The program enters HardFault _ Handler, but no valid stack information can be found

xtxChino · ‎2025-04-28

Hello, my program runs to the HardFault _ Handler function, I usually use interrupt check whether there is a function variable overflow, but this time the jump function is irregular, I do not know how to judge, please help me, I will provide the relevant information you need

It finally jumped into the DMA function, but I had no idea why it would trigger HardFault _ Handler, let alone call the UART _ WaitOnFlagUntilTimeout function

Sometimes, my program will jump directly from UART _ WaitOnFlagUntilTimeout function to HardFault _ Handler, in the following line, and I know through debugging that the huart 's Instance is NULL, which makes me not understand.

if (Timeout != HAL_MAX_DELAY)
{
  if (((HAL_GetTick() - Tickstart) > Timeout) || (Timeout == 0U))//this line jump to HardFault_Handler
  {

    return HAL_TIMEOUT;
  }

I am using STM32G431RBT6, using three UART and its DMA.

Thanks.

xtxChino · ‎2025-05-06

I found the problem is indeed a stack overflow, but it is not the reason why the allocation is too small.

I used sprintf when formatting the string content and sending it, but my char string space is too small, which leads to an overflow. I believed too much in the size of my char array and didn 't understand the mechanics of sprintf that led to this error. Thank you to everyone involved in this discussion.

View solution in original post

Ozone · ‎2025-04-29

Do you know this document ? https://www.keil.com/appnotes/files/apnt209.pdf

The SCB registers, as described there, will tell you more about the cause and location of the fault.

Pavel A. · ‎2025-04-29

Some compilers optimize no-return functions so that the call stack cannot be seen in the debugger.

Try to change HardFault _ Handler:

void HardFault_Handler(void)
{
  // make compiler believe this can return
  static volatile int junk = 0;
  while(!junk) { __NOP(); }
}

or:

void HardFault_Handler(void)
{
  __BKPT(0);
}

xtxChino · ‎2025-04-29

Thank you first for your reply. I tested the two functions you gave, and the phenomenon did not change. I intercepted a more detailed graph of the register state, which contains a page with Instance as NULL. Incidentally, I use the GCC compiler + HAL G4 v1.6.1 package. I can trigger this error steadily

xtxChino · ‎2025-04-29

I tried more on Keil, and if I run on Keil without closing a DMA loop sampling ( yes, I forgot to say I have another DMA loop sampling ), it will get into Fault faster.

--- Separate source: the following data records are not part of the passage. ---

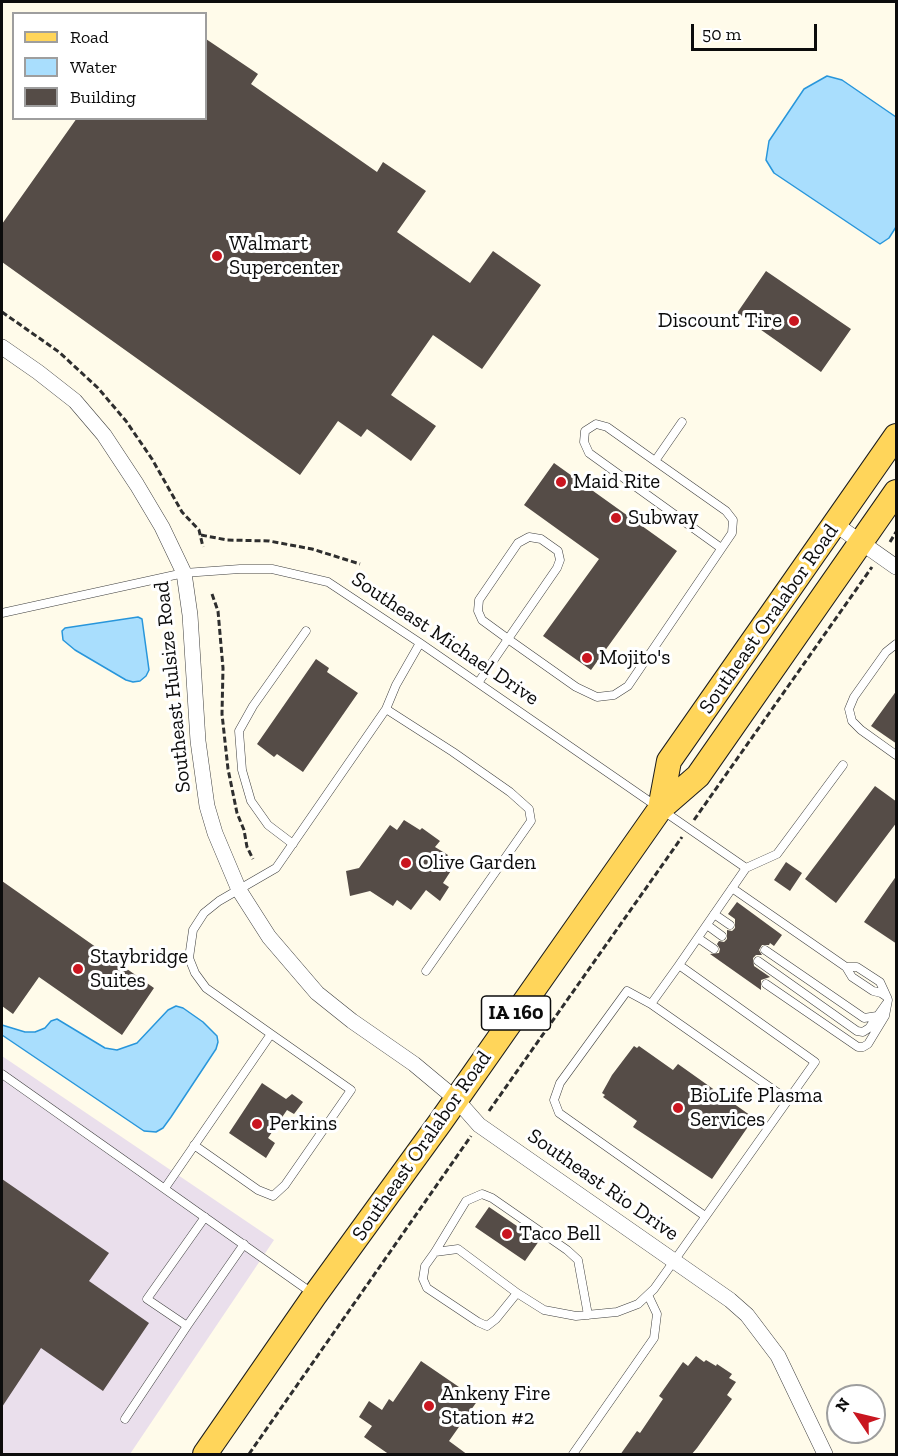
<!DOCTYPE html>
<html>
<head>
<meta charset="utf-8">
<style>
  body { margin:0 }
  #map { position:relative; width:898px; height:1456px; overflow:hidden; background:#fffbea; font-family:"Zilla Slab",serif }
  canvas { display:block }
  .frame { position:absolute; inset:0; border:3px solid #0c0c0c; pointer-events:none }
  .legend { position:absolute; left:12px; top:12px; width:195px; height:108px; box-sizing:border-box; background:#fff; border:2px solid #9e9e9e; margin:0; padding:8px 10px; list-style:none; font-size:18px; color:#0c0c0c }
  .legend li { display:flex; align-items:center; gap:12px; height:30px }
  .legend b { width:30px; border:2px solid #9e9e9e }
  .north { position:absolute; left:826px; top:1384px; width:60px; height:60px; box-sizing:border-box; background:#fff; border:2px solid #9e9e9e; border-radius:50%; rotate:305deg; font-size:16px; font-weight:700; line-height:24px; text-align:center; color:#0c0c0c }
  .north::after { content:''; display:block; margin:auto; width:21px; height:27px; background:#c91620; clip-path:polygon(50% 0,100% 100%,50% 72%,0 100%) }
  .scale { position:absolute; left:691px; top:24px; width:126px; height:27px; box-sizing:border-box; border:3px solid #0c0c0c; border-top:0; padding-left:8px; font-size:18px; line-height:21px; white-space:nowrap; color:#0c0c0c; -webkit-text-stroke:4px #fff; paint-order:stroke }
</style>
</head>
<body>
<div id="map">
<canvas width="898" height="1456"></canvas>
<div class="frame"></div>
<ul class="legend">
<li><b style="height:8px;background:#ffd55a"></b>Road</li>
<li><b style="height:16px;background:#a9defd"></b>Water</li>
<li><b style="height:16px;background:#554c47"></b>Building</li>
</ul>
<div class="north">N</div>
<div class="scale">50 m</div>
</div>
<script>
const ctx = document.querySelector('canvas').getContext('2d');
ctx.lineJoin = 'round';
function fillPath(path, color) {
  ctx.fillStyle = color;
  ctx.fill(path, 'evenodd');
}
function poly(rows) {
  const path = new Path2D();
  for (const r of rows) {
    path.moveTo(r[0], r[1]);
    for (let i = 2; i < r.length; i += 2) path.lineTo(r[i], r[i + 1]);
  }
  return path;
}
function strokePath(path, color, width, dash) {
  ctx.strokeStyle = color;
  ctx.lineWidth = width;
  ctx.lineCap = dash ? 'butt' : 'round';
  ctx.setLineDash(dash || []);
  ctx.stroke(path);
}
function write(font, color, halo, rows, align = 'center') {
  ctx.font = font + ' "Zilla Slab",serif';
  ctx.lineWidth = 6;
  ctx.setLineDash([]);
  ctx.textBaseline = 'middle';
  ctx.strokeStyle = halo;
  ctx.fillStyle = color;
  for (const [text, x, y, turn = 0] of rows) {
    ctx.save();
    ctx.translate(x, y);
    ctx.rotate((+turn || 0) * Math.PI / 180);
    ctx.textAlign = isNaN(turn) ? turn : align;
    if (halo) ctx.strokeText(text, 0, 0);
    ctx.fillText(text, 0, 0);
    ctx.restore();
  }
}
fillPath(poly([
  [2,1056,274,1240,130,1454,2,1454]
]), '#eadfec');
const water = poly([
  [827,76,842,80,896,117,896,227,889,238,880,244,774,173,766,160,769,141,804,89,827,76],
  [138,617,142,619,149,670,146,676,140,681,133,682,126,680,75,650,63,640,62,631,65,628,138,617],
  [176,1006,183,1008,203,1022,217,1036,218,1042,216,1049,171,1117,163,1128,156,1132,144,1131,2,1035,2,1025,25,1032,35,1032,45,1028,51,1021,57,1019,105,1048,117,1050,137,1043,168,1010,176,1006]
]);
fillPath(water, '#a9defd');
strokePath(water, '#2896db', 1.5);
fillPath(poly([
  [206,39,258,74,251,84,377,172,383,162,426,191,397,232,470,283,493,251,541,285,482,369,433,335,391,395,436,426,411,461,367,429,361,437,338,421,300,475,2,262,2,224,77,118,206,118],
  [766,271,851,329,821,372,737,313],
  [554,463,677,551,591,670,543,636,599,559,524,505],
  [316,659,329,668,327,672,358,693,303,772,277,754,274,757,257,744],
  [897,690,897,744,871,726],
  [875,786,897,802,897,822,836,903,805,879],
  [404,820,420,830,422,828,440,841,435,847,448,855,444,861,454,866,443,883,449,887,440,901,426,890,411,910,397,900,393,906,370,891,350,896,346,871,359,868,390,825,397,830],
  [786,862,802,873,790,891,774,880],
  [897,875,897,944,864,922],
  [2,881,154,988,122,1035,39,977,13,1014,2,1006],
  [737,902,782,935,774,946,770,943,769,945,762,945,759,950,762,955,756,955,753,958,754,966,770,977,761,980,761,990,710,954,719,953,720,949,717,944,719,941,724,942,727,939,727,930,732,931,735,928,735,919,728,914],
  [634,1046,637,1048,639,1046,673,1070,678,1064,754,1118,712,1179,633,1127,637,1121,603,1097,605,1095,602,1093,612,1075],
  [262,1083,286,1099,292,1094,303,1102,294,1114,287,1110,268,1138,275,1143,266,1158,229,1133],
  [2,1179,109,1253,89,1281,149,1323,103,1391,41,1348,2,1407],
  [489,1207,539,1241,525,1261,475,1227],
  [696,1356,704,1362,706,1360,716,1366,717,1364,732,1374,729,1378,736,1382,727,1395,732,1399,697,1448,691,1455,620,1455,637,1431,640,1433,663,1399,659,1396,683,1362,688,1366],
  [421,1361,478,1400,449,1441,468,1455,390,1455,364,1437,372,1426,359,1417,369,1401,382,1410,389,1399,393,1402]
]), '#554c47');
const lane = poly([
  [655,461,607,427,596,424,585,431,584,442,589,453,721,548],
  [2,613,184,573,240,569,272,569,328,582,420,643,746,868,679,965],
  [896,644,886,652,854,697,849,709,852,721,861,730,896,755],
  [478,683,495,658,508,639,557,568,560,560,558,551,541,539,529,537,518,543,479,600,478,611,482,620,508,639,576,687,597,697,614,695,628,686,732,533,733,520,726,511,655,461,682,422],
  [386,709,453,752,510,792,529,809,531,821,426,971],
  [293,844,268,825,251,801,242,770,239,731,253,706,306,631],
  [746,868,777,854,843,765],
  [732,888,846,967,852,977,873,991,881,993,887,997,888,1000,885,1016,868,1044,863,1047,858,1047,766,984],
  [714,914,730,925],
  [707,925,722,936],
  [698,938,714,949],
  [765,950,864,1018,877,1016],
  [758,961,857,1031,863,1032,869,1028,886,1004],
  [846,967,857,967,880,982,886,995],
  [651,1004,788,1100],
  [2,1074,312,1293],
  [194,1145,258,1190,273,1196,285,1185,351,1090,271,1034],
  [165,1188,271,1034,206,988,195,973,189,958,193,930,204,913,219,901,276,868,386,709,396,685,420,643],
  [205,1217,147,1299,187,1326,244,1244],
  [435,1252,466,1201,482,1194,492,1198,567,1250,578,1260,588,1315],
  [517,1293,458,1249,435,1252,425,1266,423,1279,427,1288,478,1322,487,1326,496,1319,517,1293,544,1310,576,1316,617,1312,638,1304,654,1289,674,1261,815,1062,679,965,651,1004,627,991,560,1083,554,1100,559,1113,705,1216],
  [125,1419,187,1326],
  [573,1454,654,1338,657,1314,648,1295]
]);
const street = poly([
  [2,347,38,372,75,401,104,435,137,485,162,527,184,573,190,615,198,741,207,806,215,833,239,890,269,937,317,993,352,1021,414,1064,456,1099,479,1125,730,1300,747,1315,778,1356,825,1454],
  [835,524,896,567]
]);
const primary = poly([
  [660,809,669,761,896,436],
  [205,1454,315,1295,439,1124,660,809,698,776,896,492]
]);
strokePath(lane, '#3f3f3f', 9);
strokePath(street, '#3f3f3f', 16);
strokePath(primary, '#1d1d1d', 26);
strokePath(poly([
  [2,312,59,352,98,388,126,421,152,459,182,512,199,530,203,547],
  [201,535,227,540,269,541,312,549,360,564],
  [890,542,896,532],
  [212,594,218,611,223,668,222,714,228,769,237,813,244,830,247,847,253,859],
  [694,820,872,567],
  [489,1111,682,837],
  [249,1454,471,1136]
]), '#2e2e2e', 3, [6, 3]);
strokePath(lane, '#fff', 8);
strokePath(street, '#fff', 15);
strokePath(primary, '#ffd55a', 24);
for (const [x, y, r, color] of [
  [217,256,6,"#c91620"],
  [794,321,6,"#c91620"],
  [561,482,6,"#c91620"],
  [616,518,6,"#c91620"],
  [587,658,6,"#c91620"],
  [406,863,6,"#c91620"],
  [78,969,6,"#c91620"],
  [678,1108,6,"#c91620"],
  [257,1124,6,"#c91620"],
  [507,1234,6,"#c91620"],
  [429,1406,6,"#c91620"]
]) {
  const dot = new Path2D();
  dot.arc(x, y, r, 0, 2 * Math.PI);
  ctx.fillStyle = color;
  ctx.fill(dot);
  strokePath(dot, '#fff', 2);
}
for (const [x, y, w] of [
  [516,1013,69]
]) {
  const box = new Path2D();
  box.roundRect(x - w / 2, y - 17, w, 34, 4.5);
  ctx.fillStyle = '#fff';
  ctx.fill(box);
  strokePath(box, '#0c0c0c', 1.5);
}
write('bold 20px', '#0c0c0c', null, [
  ["IA 160",516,1013]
]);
write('21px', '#0c0c0c', '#fff', [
  ["Walmart",229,244],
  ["Supercenter",229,268],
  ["Discount Tire",782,321,"right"],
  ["Maid Rite",573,482],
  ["Subway",628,518],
  ["Mojito's",599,658],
  ["Olive Garden",418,863],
  ["Staybridge",90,957],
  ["Suites",90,981],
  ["BioLife Plasma",690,1096],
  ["Services",690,1120],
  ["Perkins",269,1124],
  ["Taco Bell",519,1234],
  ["Ankeny Fire",441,1394],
  ["Station #2",441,1418]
], 'left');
write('21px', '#0c0c0c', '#fff', [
  ["Southeast Oralabor Road",769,619,-55],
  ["Southeast Michael Drive",445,639,34],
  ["Southeast Hulsize Road",173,687,-96],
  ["Southeast Oralabor Road",422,1146,-55],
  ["Southeast Rio Drive",603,1185,35]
]);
</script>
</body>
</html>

After annotating the ADC sampling startup code, I can trigger HardFault _ Handler again according to the previous steps in the CLion + GCC compiler, but the stack is still clueless. By the way, I have read the manual. If there is any omission, please tell me.

https://www.keil.com/appnotes/files/apnt209.pdf

Ozone · ‎2025-04-29

This is what the appnote says :

If the occurences are seemingly random, you might have a stacksize problem.
BTW, reasons 'a' and 'c' in this screenshot mean your code tried to call ARM code (instead of ThumbII). But that would happen rather synchronous, so it seems unlikely.

> I tried more on Keil, and if I run on Keil without closing a DMA loop sampling ( yes, I forgot to say I have another DMA loop sampling ), it will get into Fault faster.

Built with another toolchain (Keil) ?
Anyway, you can try to increase the stacksize, somewhere in the project settings.
Especially printf-style formatting library functions, semihosting, or FPU usage can cause problems.

Pavel A. · ‎2025-04-29

Great, so you confirmed the call stack: something is going in HAL_DMA_Abort (line 248), called while UART_WaitOnFlagUntilTimeout is on stack. This is something to ponder on.

DMA is dangerous, it can overwrite memory and do things.

xtxChino · ‎2025-04-29

I will try to stop all dma and check it again

xtxChino · ‎2025-04-29

Yes, when I use keil, the DMA of the ADC will make my program faster hardfault.

By the way, the errors I trace back through the CmBacktrace library are as follows:

Firmware name: Hello, hardware version: 1, software version: 2
Fault on interrupt or bare metal(no OS) environment
=================== Registers information ====================
R0 : 00000000 R1 : 00000040 R2 : 0000000d R3 : 00000020
R12: ffffffff LR : 080034bb PC : 08002286 PSR: 200b0000
==============================================================
Usage fault is caused by attempts to switch to an invalid state (e.g., ARM)
Show more call stack info by run: addr2line -e Hello.elf -afpiC 08002286 080034ba 0800596e

The result of addr2line parsing is consistent with the following figure

Ozone · ‎2025-04-29

> The result of addr2line parsing is consistent with the following figure ...

The relevant information in this picture is unreadably small. Anyway ...

> Usage fault is caused by attempts to switch to an invalid state (e.g., ARM)
> Show more call stack info by run: addr2line -e Hello.elf -afpiC 08002286 080034ba 0800596e

I suppose this refers to the same lines as in the post timestamped "2025-04-29 2:20 AM" (it's a shame ST doesn't number posts in a thread).

As you might know, ARM cores only fetch instructions from even addresses, thus they often use the LSB of a vector to denote the mode of the routine (ARM or Thumb). And Cortex M only supports Thumb.
Almost certainly your stack becomes corrupted, and the return address overwritten with a "random" value.

As said, try increasing the stack size.

You could profile your code, to see what exactly happens. There are some good (but expensive) tools to do that.
Or go the cheaper route, and use GPIO pins and a scope / logic analyzer, instrumentalising the relevent routines and calls.
The spuriousness suggests it is related to interrupts.